Download or read book Philosophy and Oscar Wilde written by Michael Y. Bennett and published by Springer. This book was released on 2017-02-22 with total page 194 pages. Available in PDF, EPUB and Kindle. Book excerpt: This book is the first collection of essays to discuss Oscar Wilde’s love and vast knowledge of philosophy. Over the past few decades, Oscar Wilde scholars have become increasingly aware of Wilde’s love and intimate knowledge of philosophy. Wilde’s “Oxford Notebooks” and his soon-to-be-published “Notebook on Philosophy” all point to Wilde not just as an aesthete, but also as a serious philosophical thinker. The aim of this collection is not to make the statement that Wilde was a philosopher, or that his works were philosophical tracts. Rather, it provides a space to explore any and all linkages between Wilde’s works and philosophical thought. Addressing a broad spectrum of philosophical matter, from classical philology to Daoism, ethics to aestheticism, this collection enriches the literature on Wilde and philosophy alike.

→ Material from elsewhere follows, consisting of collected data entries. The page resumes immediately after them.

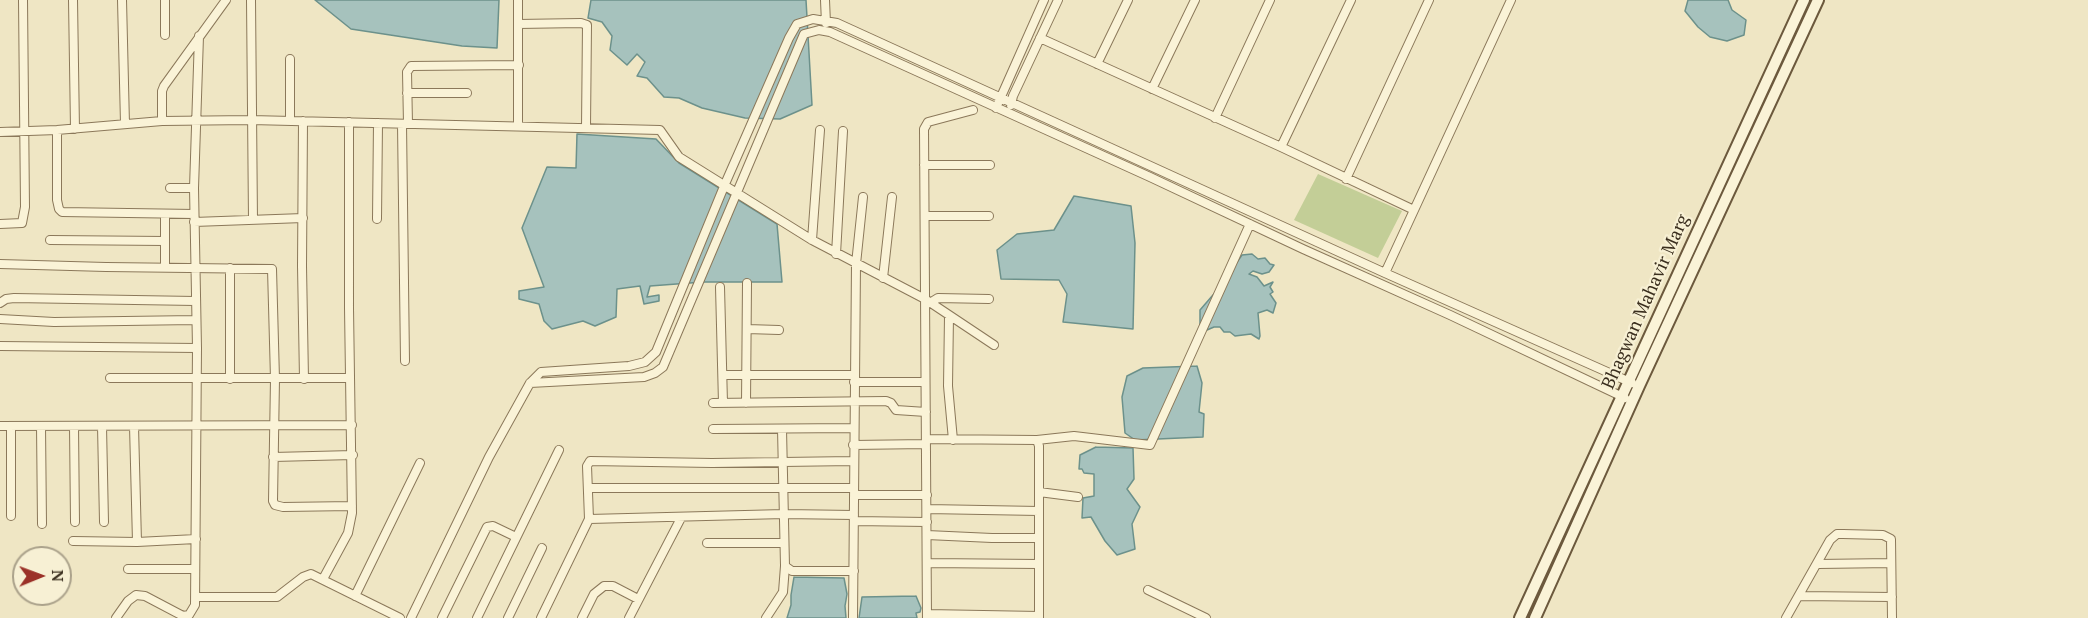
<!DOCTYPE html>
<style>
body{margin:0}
#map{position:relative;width:2088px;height:618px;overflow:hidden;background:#efe6c4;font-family:"PT Serif",serif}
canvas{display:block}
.north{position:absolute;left:12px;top:546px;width:60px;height:60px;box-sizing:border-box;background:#f7f0d4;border:2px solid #aba28b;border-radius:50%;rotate:89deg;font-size:16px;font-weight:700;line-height:24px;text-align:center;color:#3a2e1e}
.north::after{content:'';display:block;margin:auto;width:21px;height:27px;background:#9b3128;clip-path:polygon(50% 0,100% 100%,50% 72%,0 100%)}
</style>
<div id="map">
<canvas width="2088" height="618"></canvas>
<div class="north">N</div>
</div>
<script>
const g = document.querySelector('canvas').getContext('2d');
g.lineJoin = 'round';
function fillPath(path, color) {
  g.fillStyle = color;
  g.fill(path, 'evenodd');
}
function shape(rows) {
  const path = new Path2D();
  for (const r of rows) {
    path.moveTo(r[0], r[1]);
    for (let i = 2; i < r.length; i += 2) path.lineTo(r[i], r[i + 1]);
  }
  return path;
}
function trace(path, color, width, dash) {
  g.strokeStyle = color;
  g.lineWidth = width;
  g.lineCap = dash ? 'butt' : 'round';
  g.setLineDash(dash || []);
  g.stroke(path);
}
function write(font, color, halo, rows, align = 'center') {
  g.font = font + ' "PT Serif",serif';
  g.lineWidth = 4.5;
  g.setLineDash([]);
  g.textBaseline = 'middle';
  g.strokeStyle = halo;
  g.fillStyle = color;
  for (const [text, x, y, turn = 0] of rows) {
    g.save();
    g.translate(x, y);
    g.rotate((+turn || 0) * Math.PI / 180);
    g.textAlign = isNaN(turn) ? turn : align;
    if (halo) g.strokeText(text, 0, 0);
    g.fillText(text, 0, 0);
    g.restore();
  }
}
const green = shape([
 [1318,174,1402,211,1378,258,1294,220]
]);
const water = shape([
 [315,0,499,0,497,48,462,46,351,29,315,0],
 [591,0,806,0,812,105,780,119,745,118,702,108,679,98,664,97,647,78,637,76,645,62,637,54,627,65,610,50,612,36,602,22,588,18,591,0],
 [1688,0,1728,0,1732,10,1746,20,1744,35,1727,41,1710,37,1698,27,1685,11,1688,0],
 [577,134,656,139,679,163,777,224,782,282,703,282,650,286,647,297,659,295,659,301,644,304,640,286,617,289,616,317,595,326,583,321,552,329,544,321,539,304,519,299,519,291,544,287,522,228,547,167,576,168,577,134],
 [1074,196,1131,206,1135,243,1133,329,1063,322,1067,294,1059,280,1001,279,997,250,1017,234,1054,230,1074,196],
 [1252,254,1258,259,1265,258,1270,264,1274,265,1269,272,1262,274,1253,271,1249,274,1257,277,1264,286,1273,282,1270,287,1273,292,1270,294,1276,303,1273,313,1267,310,1258,313,1260,336,1259,339,1251,334,1235,336,1230,332,1224,332,1220,327,1214,327,1207,330,1200,325,1200,310,1219,288,1242,255,1252,254],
 [1197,366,1202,383,1199,412,1204,414,1203,437,1135,440,1125,433,1122,397,1127,376,1143,368,1197,366],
 [1096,447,1133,448,1134,479,1127,489,1140,507,1132,524,1135,549,1117,555,1105,541,1091,517,1082,518,1083,498,1094,496,1094,474,1084,473,1082,469,1079,469,1080,455,1096,447],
 [794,577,844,578,847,594,845,606,846,618,787,618,791,605,791,595,794,577],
 [916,596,921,608,920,612,916,613,917,618,859,618,862,597,916,596]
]);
const minor = shape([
 [73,0,75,129],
 [122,0,125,124],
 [251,0,253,220],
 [518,0,518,126],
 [825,0,826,23],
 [518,24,581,23,587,25,586,127],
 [165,35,165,0],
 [1040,38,1281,147,1414,210],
 [290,59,290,121],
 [1097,64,1128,0],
 [1152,89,1195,0],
 [407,93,467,93],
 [1011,105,1013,96,1058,0],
 [996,108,1044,0],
 [1215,118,1270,0],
 [162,121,162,91,164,86,226,0],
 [303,121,302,266,304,379],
 [402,124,405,361],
 [408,124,407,72,411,66,519,65],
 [57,130,57,200,59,209,62,212,194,214],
 [0,132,57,130,162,121,251,120,660,130,679,157,812,240,925,299,994,345],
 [1281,147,1351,0],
 [924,165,990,165],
 [1346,179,1429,0],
 [170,188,194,188],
 [925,216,989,216],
 [377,219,378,123],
 [194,222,303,218],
 [0,224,22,223,25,207,23,0],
 [50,240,165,241],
 [812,240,820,130],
 [836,254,843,131],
 [0,264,106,267,272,269,275,379,273,501,275,505,283,507,352,506],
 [165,267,165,214],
 [230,268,230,379],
 [1385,273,1511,0],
 [883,278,892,197],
 [720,287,723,403],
 [0,303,6,299,14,298,195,301],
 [930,303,938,298,989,299],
 [949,316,948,386,953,440],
 [0,319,54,322,195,320],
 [747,329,779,330],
 [0,346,197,348],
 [723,375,854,375],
 [110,378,350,378],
 [854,382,925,382],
 [530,383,644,377,655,373,663,367,804,34,819,30,830,32,1150,177,1303,249,1450,315,1625,398],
 [713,403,886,401,891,403,896,410,926,412],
 [746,403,747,283],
 [0,426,352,425],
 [11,426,11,516],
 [41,426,42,524],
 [74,426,75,522],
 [102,426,104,522],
 [134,426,137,542],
 [713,429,853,428],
 [782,429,785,566,792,571,854,571],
 [926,439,1037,440,1039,446,1039,618],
 [1037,440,1074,436,1150,445,1250,224],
 [853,445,926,444],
 [273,457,353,455],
 [589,488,854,488],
 [1039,492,1078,497],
 [854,495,927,495],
 [927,509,1039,511],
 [589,519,784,514,854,515],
 [854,521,927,522],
 [927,535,992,538,1039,538],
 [73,541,137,542,196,539],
 [707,543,784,543],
 [927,563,1039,564],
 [1818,564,1891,563],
 [128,569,195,569],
 [323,579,348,533,352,513,349,308,349,122],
 [1148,590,1206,618],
 [355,596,420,463],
 [1800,596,1892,597],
 [195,597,277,597,303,577,311,574,400,618],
 [927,614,1039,616],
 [116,618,128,601,136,595,145,596,183,616,189,615,195,605,197,348,194,188,199,36],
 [411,618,489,457,530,383,541,372,629,366,645,362,656,352,725,184,789,38,797,24,813,19,837,23,1385,273,1632,383],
 [442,618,487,527,493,526,516,537],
 [477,618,559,450],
 [508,618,542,548],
 [541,618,589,519,587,466,590,461,712,463,853,461],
 [582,618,594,594,604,586,613,586,638,599],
 [629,618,681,518],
 [766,618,783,592,785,566],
 [853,618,856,264,863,197],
 [927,618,924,129,928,122,973,110],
 [1786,618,1830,540,1837,534,1843,534,1883,535,1891,539,1892,618]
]);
const secondary = shape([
 [1520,618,1804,0],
 [1535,618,1639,386,1818,0]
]);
const streetNames = [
 ["Bhagwan Mahavir Marg",1646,302,-66]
];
fillPath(green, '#c3ce97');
fillPath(water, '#a6c2bd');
trace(water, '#6c918b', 1.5);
trace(minor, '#8b785a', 10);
trace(secondary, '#6c593d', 14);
trace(minor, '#faf3d7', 8);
trace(secondary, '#faf3d7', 10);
write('18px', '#3a2e1e', '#f7f0d4', streetNames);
</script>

Download or read book Best Music Writing 2008 written by Nelson George and published by Da Capo Press. This book was released on 2008-10-20 with total page 362 pages. Available in PDF, EPUB and Kindle. Book excerpt: The ninth entry in the acclaimed series celebrating the best writing on every style of music, from rock to hip-hop, R&B to jazz, pop to blues, and more. Best music writing is the definitive guide to the year in music writing, an annual feast of essays, missives, and musings on every musical style by critics, novelists, and musicians themselves. Culled from publications ranging from blogs to the New Yorker, the 2008 edition captures a year in music writing as diverse and riveting as the music it illuminates.